If you suffer sticker shock after shopping for wood-burning camping stoves, you’re not alone. Why pay $60 to $100 for a titanium backpacking wood stove when you can make one out of a bean can for nothing. Sure, you could build a fire without any containment at all, but the low weight, efficiency, and minimal set-up time of a tin-can stove could make you a believer. And as long as there are sticks to burn, your stove will have fuel. Follow these easy steps, and you’ll have a lightweight bug-out-ready survival stove in no time.
The Gear List
To create a bean can stove, you’ll certainly need the empty can. You’ll also need a pair of tin snips. If you don’t have a pair in your tool box, borrow a pair. You’ll also need a tape measure, a pencil or marker, a drill with a ½-inch (or similar size) drill bit, and a file to remove sharp edges when you’re done. Gloves are a good idea, too, since you’ll be working with a lot of sharp metal.
Remove the can lid completely from a 40-ounce (or similar sized) food can. You could use a smaller can, but the 40-ounce size because one-quart water bottles will nest inside the finished stove. Next, make a mark all the way around the can about 1 ½ inches below the open top. Use your tin snips, spiraling in, to cut this ring off the top of the can, but before you start, determine whether you are using right- or left-hand snips. It will be easier if you cut in the correct direction. You could leave the can full height, but I wouldn’t recommend it. A shortened stove has better balance, and the last thing you need is for your stove to tip over.
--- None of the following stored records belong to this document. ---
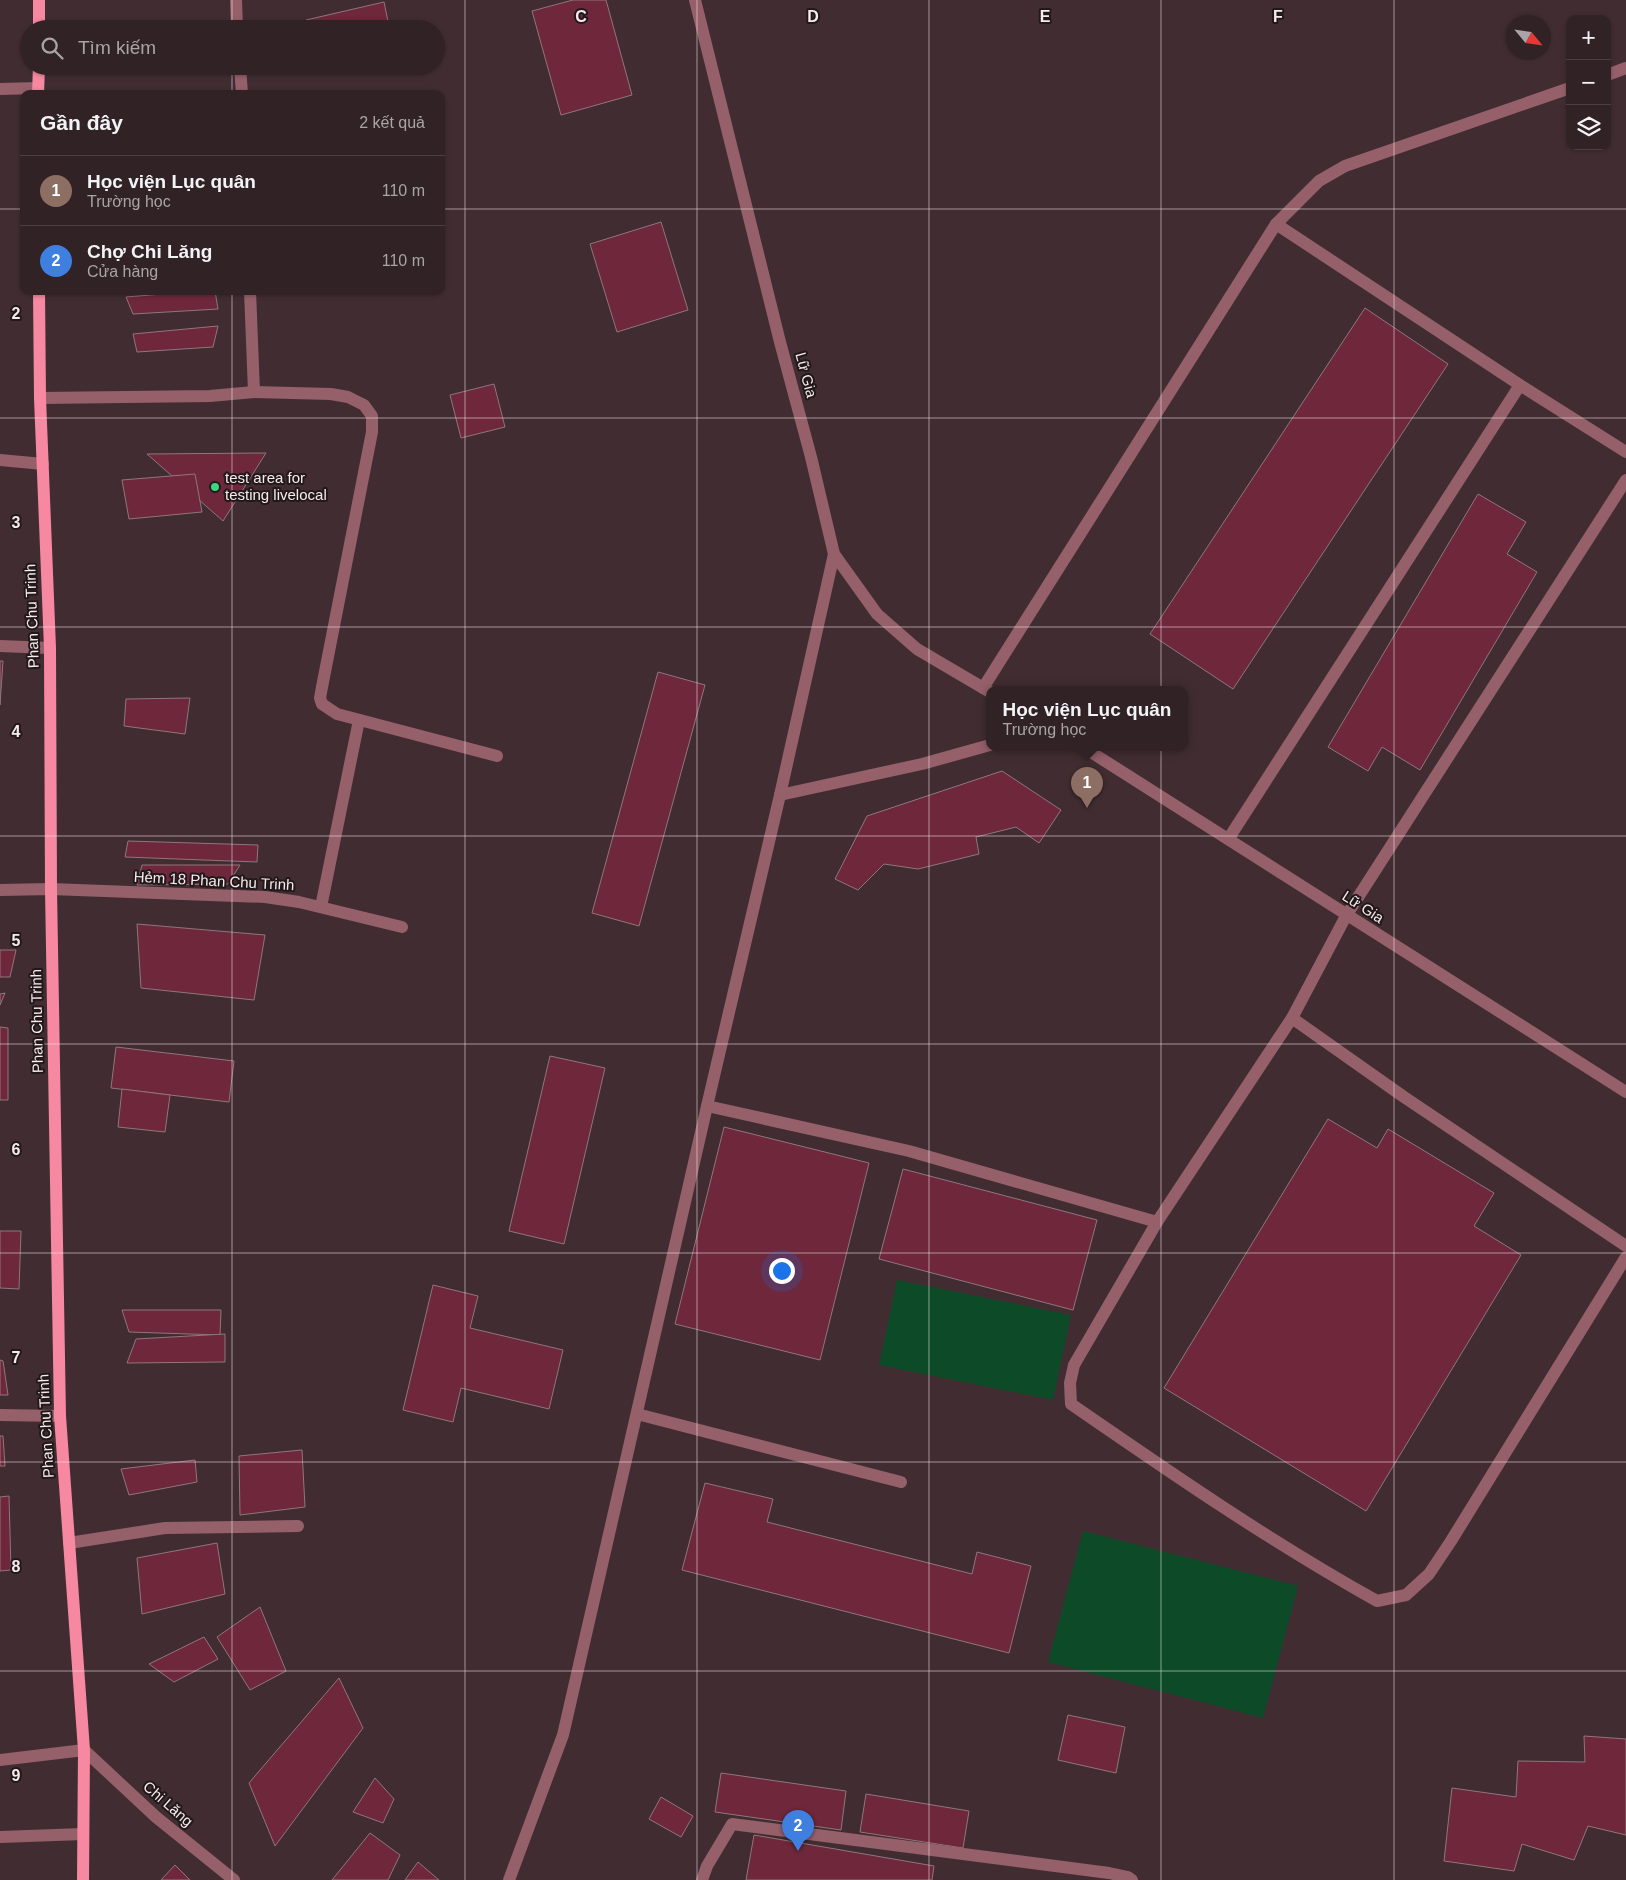 <!DOCTYPE html>
<html lang="vi">
<meta charset="utf-8">
<style>
:root{--surface:#312225;--page:#392a2d;--text:#f1f3f6;--muted:#a8a4a7;--line:#4c3f42;--accent:#b45309}
body{margin:0;font-family:Helvetica,sans-serif;background:var(--page);color:var(--text)}
.controls{position:absolute;right:15px;top:15px;display:grid;overflow:hidden;border-radius:10px;box-shadow:0 1px 4px #0004}
.controls button{width:45px;height:45px;display:grid;place-items:center;padding:0;border:0;border-bottom:1px solid var(--line);background:var(--surface);color:var(--text);font:25px sans-serif}
.compass{position:absolute;left:1506px;top:15px;width:45px;height:45px;border-radius:50%;background:var(--surface);box-shadow:0 1px 4px #0004;rotate:119deg}
.you{position:absolute;left:781px;top:1270px;width:18px;height:18px;margin:-12px;border:4px solid #fff;border-radius:50%;background:#1a73e8;box-shadow:0 0 0 8px #1a73e833}
.badge{display:grid;place-items:center;width:32px;height:32px;border-radius:50%;background:var(--accent);color:#fff;font-size:16px;font-weight:700}
.pin{position:absolute;translate:-50% -41px;filter:drop-shadow(0 1px 2px #0008)}
.pin::after{content:'';position:absolute;top:26px;width:18px;height:15px;background:inherit;clip-path:polygon(0 0,100% 0,50% 100%)}
.popup{position:absolute;left:986px;top:686px;width:202px;height:65px;box-sizing:border-box;display:grid;place-content:center;border-radius:10px;background:var(--surface);filter:drop-shadow(0 1px 4px #0005);font-size:16px;white-space:nowrap;color:var(--muted)}
.popup b{font-size:19px;color:var(--text)}
.popup::after{content:'';position:absolute;left:50%;top:100%;margin-left:-10px;border:10px solid transparent;border-top-color:var(--surface)}
.list{margin:0;padding:0;list-style:none}
h2{display:flex;justify-content:space-between;align-items:center;height:65px;margin:0;padding:0 20px;font-size:21px}
h2 small{font-size:16px;font-weight:400;color:var(--muted)}
.list li{display:grid;grid-template-columns:32px 1fr auto;gap:15px;align-items:center;box-sizing:border-box;height:70px;padding:0 20px;border-top:1px solid var(--line)}
.list b{display:block;font-size:19px;white-space:nowrap}
.list p{margin:0;font-size:16px;white-space:nowrap;color:var(--muted)}
.list em{font-size:16px;font-style:normal;color:var(--muted)}
.icon{flex:none;width:28px;height:28px;fill:none;stroke:currentColor;stroke-width:2;stroke-linecap:round;stroke-linejoin:round}
.map{position:relative;flex:none;width:1626px;height:1880px;overflow:hidden}
.search{position:absolute;background:var(--surface);box-shadow:0 1px 4px #0004;left:20px;top:20px;width:425px;height:55px;display:flex;align-items:center;gap:12px;box-sizing:border-box;padding:0 18px;border-radius:28px;color:var(--muted);font-size:19px}
.panel{position:absolute;background:var(--surface);box-shadow:0 1px 4px #0004;left:20px;top:90px;width:425px;height:205px;border-radius:10px}
.map>svg:first-child{display:block}
.green{fill:#0c4a28}
.building{fill:#6e273b;stroke:#8e777b}
.lines{fill:none;stroke-linecap:round;stroke-linejoin:round}
.minor{stroke:#96606b;stroke-width:12}
.major{stroke:#f788a2;stroke-width:12}
.grid{fill:none;stroke:#f8eaec;stroke-width:1;stroke-opacity:0.55}
.poi-dot{fill:#3ad77f;stroke:#21181a;stroke-width:2}
.labels{text-anchor:middle;stroke-width:4;stroke-linejoin:round;paint-order:stroke}
.street-label{font-size:15px;fill:#f8eaec;stroke:#21181a}
.poi-label{font-size:15px;fill:#f8eaec;stroke:#21181a;text-anchor:start}
.grid-label{font-size:16px;text-anchor:middle;font-weight:bold;fill:#f8eaec;stroke:#21181a;stroke-width:4;stroke-linejoin:round;paint-order:stroke}
</style>
<div class="map">
<svg width="1626" height="1880" viewBox="0 0 1626 1880">
<rect width="100%" height="100%" fill="#412d31"/>
<!-- green -->
<g class="green">
<polygon points="897,1280 1071,1315 1053,1400 879,1365"/>
<polygon points="1083,1531 1298,1586 1263,1718 1048,1662"/>
</g>
<!-- building -->
<g class="building">
<polygon points="573,0 606,0 632,95 561,115 532,11"/>
<polygon points="384,2 389,26 375,29 307,29 306,20"/>
<polygon points="661,222 688,310 617,332 590,244"/>
<polygon points="200,291 215,291 218,309 133,314 126,297"/>
<polygon points="1365,308 1448,364 1233,689 1150,634"/>
<polygon points="218,326 213,347 137,352 133,334"/>
<polygon points="494,384 505,427 461,438 450,395"/>
<polygon points="266,453 223,521 147,454"/>
<polygon points="195,474 202,512 129,519 122,480"/>
<polygon points="1478,494 1526,522 1507,554 1537,572 1420,770 1382,747 1368,771 1328,747"/>
<polygon points="0,661 3,661 0,705"/>
<polygon points="658,672 705,685 639,926 592,913"/>
<polygon points="190,698 185,734 124,726 126,699"/>
<polygon points="1002,771 1061,810 1039,843 1016,827 976,837 979,854 918,869 884,864 858,890 835,879 867,816"/>
<polygon points="128,841 258,845 257,862 125,857"/>
<polygon points="142,865 240,865 228,884 137,885"/>
<polygon points="137,924 265,935 254,1000 141,988"/>
<polygon points="0,950 16,950 10,977 0,977"/>
<polygon points="5,993 0,1005 0,994"/>
<polygon points="0,1027 8,1028 8,1100 0,1100"/>
<polygon points="116,1047 234,1061 229,1102 111,1088"/>
<polygon points="550,1056 605,1068 564,1244 509,1231"/>
<polygon points="122,1089 170,1095 165,1132 118,1127"/>
<polygon points="1328,1119 1377,1148 1388,1129 1494,1193 1474,1226 1521,1255 1366,1511 1164,1388"/>
<polygon points="724,1127 869,1163 820,1360 675,1324"/>
<polygon points="903,1169 1097,1220 1073,1310 879,1259"/>
<polygon points="0,1231 21,1231 19,1289 0,1288"/>
<polygon points="433,1285 478,1296 470,1328 563,1350 549,1409 461,1388 453,1422 403,1410"/>
<polygon points="122,1310 221,1310 220,1335 129,1332"/>
<polygon points="225,1334 225,1362 127,1363 136,1339"/>
<polygon points="0,1360 3,1361 8,1395 0,1395"/>
<polygon points="0,1436 3,1436 5,1466 0,1466"/>
<polygon points="302,1450 305,1507 240,1515 239,1456"/>
<polygon points="195,1460 197,1482 129,1495 121,1469"/>
<polygon points="705,1483 773,1499 767,1522 972,1574 977,1552 1031,1566 1009,1653 682,1570"/>
<polygon points="9,1496 11,1570 0,1571 0,1497"/>
<polygon points="217,1543 225,1594 142,1614 137,1558"/>
<polygon points="260,1607 286,1671 250,1690 217,1637"/>
<polygon points="204,1637 218,1659 174,1682 149,1664"/>
<polygon points="339,1678 363,1728 275,1846 249,1783"/>
<polygon points="1068,1715 1125,1727 1116,1773 1058,1760"/>
<polygon points="1584,1736 1626,1739 1626,1835 1588,1826 1574,1860 1522,1844 1514,1871 1444,1861 1452,1788 1516,1797 1518,1761 1585,1762"/>
<polygon points="721,1773 846,1791 841,1830 715,1812"/>
<polygon points="375,1778 394,1799 383,1823 353,1812"/>
<polygon points="866,1794 969,1811 963,1848 860,1832"/>
<polygon points="661,1797 693,1816 681,1837 649,1819"/>
<polygon points="370,1833 400,1855 388,1880 332,1880"/>
<polygon points="754,1835 934,1866 932,1880 746,1880"/>
<polygon points="418,1862 439,1880 405,1880"/>
<polygon points="175,1865 190,1880 161,1880"/>
</g>
<g class="lines">
<!-- minor -->
<g class="minor">
<polyline points="236,0 237,29"/>
<polyline points="695,0 780,342 811,457 834,554 877,614 917,649 990,692"/>
<polyline points="240,66 242,94"/>
<polyline points="1607,75 1626,68"/>
<polyline points="0,89 38,88"/>
<polyline points="1276,224 1520,385"/>
<polyline points="250,291 254,392"/>
<polyline points="40,398 210,396 254,392 331,394 348,397 364,405 372,416 372,432 322,687 320,698 322,704 337,714 497,756"/>
<polyline points="0,460 43,464"/>
<path d="M1626,480L1346,916L1292,1018L1157,1222L1074,1365L1070,1383L1071,1404C1171,1473 1271,1542 1377,1601L1406,1595L1429,1574L1451,1541L1626,1257"/>
<polyline points="0,646 50,648"/>
<polyline points="983,688 1276,224 1319,181 1345,166 1570,88"/>
<polyline points="1083,747 1626,1092"/>
<polyline points="780,795 922,764 990,745"/>
<polyline points="1229,838 1520,385 1626,452"/>
<polyline points="0,890 51,889 265,897 299,902 402,927"/>
<polyline points="321,907 359,720"/>
<polyline points="1292,1018 1404,1097 1626,1246"/>
<polyline points="707,1106 909,1151 1157,1222"/>
<polyline points="637,1414 901,1482"/>
<polyline points="0,1415 60,1416"/>
<polyline points="69,1543 165,1528 298,1526"/>
<polyline points="0,1760 84,1750 156,1817 234,1880"/>
<polyline points="0,1837 83,1834"/>
<polyline points="509,1880 563,1735 707,1106 780,795 834,554"/>
<polyline points="702,1880 707,1866 732,1824 1109,1873 1128,1877 1132,1880"/>
</g>
<!-- major -->
<g class="major">
<polyline points="39,29 39,0"/>
<polyline points="38,94 39,66"/>
<polyline points="39,291 40,398 50,648 51,889 60,1416 84,1750 83,1880"/>
</g>
</g>
<!-- grid -->
<path class="grid" d="M232,0V29M465,0V1880M697,0V1880M929,0V1880M1161,0V1880M1394,0V1880M232,66V94M0,209H24M441,209H1626M232,291V1880M0,418H1626M0,627H1626M0,836H1626M0,1044H1626M0,1253H1626M0,1462H1626M0,1671H1626"/>
<!-- markers -->
<circle class="poi-dot" cx="215" cy="487" r="5"/>
<g class="labels">
<!-- street labels -->
<g class="street-label">
<text transform="translate(806 375) rotate(75)" y="5">Lữ Gia</text>
<text transform="translate(32 616) rotate(-92)" y="5">Phan Chu Trinh</text>
<text transform="translate(214 881) rotate(3)" y="5">Hẻm 18 Phan Chu Trinh</text>
<text transform="translate(1363 907) rotate(33)" y="5">Lữ Gia</text>
<text transform="translate(37 1021) rotate(-91)" y="5">Phan Chu Trinh</text>
<text transform="translate(46 1426) rotate(-93)" y="5">Phan Chu Trinh</text>
<text transform="translate(168 1804) rotate(41)" y="5">Chi Lăng</text>
</g>
<!-- poi labels -->
<g class="poi-label">
<text x="225" y="483">test area for<tspan x="225" dy="17">testing livelocal</tspan></text>
</g>
</g>
<g class="grid-label">
<text x="581" y="22">C</text>
<text x="813" y="22">D</text>
<text x="1045" y="22">E</text>
<text x="1278" y="22">F</text>
<text x="16" y="319">2</text>
<text x="16" y="528">3</text>
<text x="16" y="737">4</text>
<text x="16" y="946">5</text>
<text x="16" y="1155">6</text>
<text x="16" y="1363">7</text>
<text x="16" y="1572">8</text>
<text x="16" y="1781">9</text>
</g>
</svg>
<div class="controls">
<button>+</button>
<button>−</button>
<button><svg class="icon" aria-label="layers" viewBox="0 0 24 24"><path d="M12 4l9 5-9 5-9-5zM3 14l9 5 9-5"/></svg></button>
</div>
<svg class="compass" viewBox="-18 -18 36 36"><path d="M0-13l5 13h-10z" fill="#e53935"/><path d="M0 13l5-13h-10z" fill="#a8a4a7"/></svg>
<div class="you"></div>
<div class="pin badge" style="left:1087px;top:808px;background:#8d6e63">1</div>
<div class="popup"><b>Học viện Lục quân</b>Trường học</div>
<div class="pin badge" style="left:798px;top:1851px;background:#3f7fe0">2</div>
<div class="search"><svg class="icon" aria-label="search" viewBox="0 0 24 24"><circle cx="10" cy="10" r="6"/><path d="M15 15l6 6"/></svg>Tìm kiếm</div>
<section class="panel">
<h2>Gần đây<small>2 kết quả</small></h2>
<ul class="list">
<li><span class="badge" style="background:#8d6e63">1</span><div><b>Học viện Lục quân</b><p>Trường học</p></div><em>110 m</em></li>
<li><span class="badge" style="background:#3f7fe0">2</span><div><b>Chợ Chi Lăng</b><p>Cửa hàng</p></div><em>110 m</em></li>
</ul>
</section>
</div>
Next, make four equidistant marks around the mouth. Each mark will be the centerline for the four “teeth” on the top of your stove. Mark a line half an inch on either side of each of the four centerlines and draw a line around the can 1 inch down from the mouth. Using the tin snips again cut out the lines, leaving four 1×1-inch teeth at the top of the can.
Next, drill eight equally-spaced holes around the bottom of the can wall. These will be the air intake vents. File off any sharp or rough edges from your metal work. Finally, before you start cooking food or boiling water over this stove, burn a few twigs for about ten minutes to get rid of the plastic can lining.
Once your stove is complete, set some tinder in the bottom and some broken twigs on the top of that. Place it in a stable, level spot and light the tinder through one of the vent holes. Place your cooking pot over the top of the stove and cook away. You will have to remove the pot every time you need to add fuel, but this is far better than trying to create stove doors for adding fuel. It also forces you to set the dangerously hot pot out of the way when refueling. This stove can burn twigs, paper, cardboard and any other solid fuel that’ll fit inside; and it boils one quart of water in about eight minutes. The finished stove weighs only 2 ½ ounces.